What to work on: Please reproduce the data below exactly, from the first line through the line containing "Describe the screenshot", and leave every later line out.

Data under study:
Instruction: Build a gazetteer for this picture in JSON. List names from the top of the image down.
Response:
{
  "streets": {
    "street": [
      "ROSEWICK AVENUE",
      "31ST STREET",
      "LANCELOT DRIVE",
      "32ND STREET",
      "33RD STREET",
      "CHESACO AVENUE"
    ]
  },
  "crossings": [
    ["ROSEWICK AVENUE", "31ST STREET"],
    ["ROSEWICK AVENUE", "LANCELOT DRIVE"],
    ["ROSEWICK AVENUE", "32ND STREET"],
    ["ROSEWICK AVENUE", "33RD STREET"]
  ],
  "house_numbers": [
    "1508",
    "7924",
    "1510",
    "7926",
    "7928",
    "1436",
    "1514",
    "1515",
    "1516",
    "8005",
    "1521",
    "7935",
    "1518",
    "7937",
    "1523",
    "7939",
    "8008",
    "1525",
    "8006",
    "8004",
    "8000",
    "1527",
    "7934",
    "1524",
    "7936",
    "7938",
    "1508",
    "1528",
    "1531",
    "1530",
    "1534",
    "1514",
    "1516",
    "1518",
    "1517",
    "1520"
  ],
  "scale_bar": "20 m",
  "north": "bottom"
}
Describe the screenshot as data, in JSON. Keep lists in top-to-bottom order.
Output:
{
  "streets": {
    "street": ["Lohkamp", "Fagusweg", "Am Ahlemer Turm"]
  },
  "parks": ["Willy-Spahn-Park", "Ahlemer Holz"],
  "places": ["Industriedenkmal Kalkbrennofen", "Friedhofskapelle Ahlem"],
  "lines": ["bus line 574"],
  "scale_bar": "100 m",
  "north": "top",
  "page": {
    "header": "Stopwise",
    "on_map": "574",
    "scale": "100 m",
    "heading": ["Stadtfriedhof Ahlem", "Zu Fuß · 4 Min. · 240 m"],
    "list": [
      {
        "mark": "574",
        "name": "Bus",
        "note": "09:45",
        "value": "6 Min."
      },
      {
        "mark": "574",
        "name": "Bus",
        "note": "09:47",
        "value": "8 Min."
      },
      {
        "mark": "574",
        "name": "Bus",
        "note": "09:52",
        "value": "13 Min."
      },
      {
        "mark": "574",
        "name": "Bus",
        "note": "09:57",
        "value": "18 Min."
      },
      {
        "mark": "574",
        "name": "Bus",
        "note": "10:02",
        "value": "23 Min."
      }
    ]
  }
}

Answer for this exercise:
Instruction: Build a gazetteer for this picture in JSON. List names from the top of the image down.
Response:
{
  "streets": {
    "street": [
      "ROSEWICK AVENUE",
      "31ST STREET",
      "LANCELOT DRIVE",
      "32ND STREET",
      "33RD STREET",
      "CHESACO AVENUE"
    ]
  },
  "crossings": [
    ["ROSEWICK AVENUE", "31ST STREET"],
    ["ROSEWICK AVENUE", "LANCELOT DRIVE"],
    ["ROSEWICK AVENUE", "32ND STREET"],
    ["ROSEWICK AVENUE", "33RD STREET"]
  ],
  "house_numbers": [
    "1508",
    "7924",
    "1510",
    "7926",
    "7928",
    "1436",
    "1514",
    "1515",
    "1516",
    "8005",
    "1521",
    "7935",
    "1518",
    "7937",
    "1523",
    "7939",
    "8008",
    "1525",
    "8006",
    "8004",
    "8000",
    "1527",
    "7934",
    "1524",
    "7936",
    "7938",
    "1508",
    "1528",
    "1531",
    "1530",
    "1534",
    "1514",
    "1516",
    "1518",
    "1517",
    "1520"
  ],
  "scale_bar": "20 m",
  "north": "bottom"
}
Describe the screenshot as data, in JSON. Keep lists in top-to-bottom order.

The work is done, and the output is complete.